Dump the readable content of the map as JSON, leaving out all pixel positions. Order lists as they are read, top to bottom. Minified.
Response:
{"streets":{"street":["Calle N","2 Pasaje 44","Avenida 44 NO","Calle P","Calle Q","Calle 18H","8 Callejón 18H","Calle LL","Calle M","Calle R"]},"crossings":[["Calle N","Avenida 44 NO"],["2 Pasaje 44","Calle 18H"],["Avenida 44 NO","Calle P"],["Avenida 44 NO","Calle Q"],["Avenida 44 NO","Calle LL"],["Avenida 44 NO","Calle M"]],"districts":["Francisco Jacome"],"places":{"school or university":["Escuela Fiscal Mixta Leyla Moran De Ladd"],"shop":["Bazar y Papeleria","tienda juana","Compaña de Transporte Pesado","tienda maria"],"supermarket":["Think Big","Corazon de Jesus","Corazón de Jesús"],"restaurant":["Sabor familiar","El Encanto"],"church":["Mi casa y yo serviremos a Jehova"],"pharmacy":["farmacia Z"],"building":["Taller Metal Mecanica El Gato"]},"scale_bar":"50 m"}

*ACTIVITY*. Go through the data above and copy all of it exactly.

*ANSWER BOX*.
Dump the readable content of the map as JSON, leaving out all pixel positions. Order lists as they are read, top to bottom. Minified.
Response:
{"streets":{"street":["Calle N","2 Pasaje 44","Avenida 44 NO","Calle P","Calle Q","Calle 18H","8 Callejón 18H","Calle LL","Calle M","Calle R"]},"crossings":[["Calle N","Avenida 44 NO"],["2 Pasaje 44","Calle 18H"],["Avenida 44 NO","Calle P"],["Avenida 44 NO","Calle Q"],["Avenida 44 NO","Calle LL"],["Avenida 44 NO","Calle M"]],"districts":["Francisco Jacome"],"places":{"school or university":["Escuela Fiscal Mixta Leyla Moran De Ladd"],"shop":["Bazar y Papeleria","tienda juana","Compaña de Transporte Pesado","tienda maria"],"supermarket":["Think Big","Corazon de Jesus","Corazón de Jesús"],"restaurant":["Sabor familiar","El Encanto"],"church":["Mi casa y yo serviremos a Jehova"],"pharmacy":["farmacia Z"],"building":["Taller Metal Mecanica El Gato"]},"scale_bar":"50 m"}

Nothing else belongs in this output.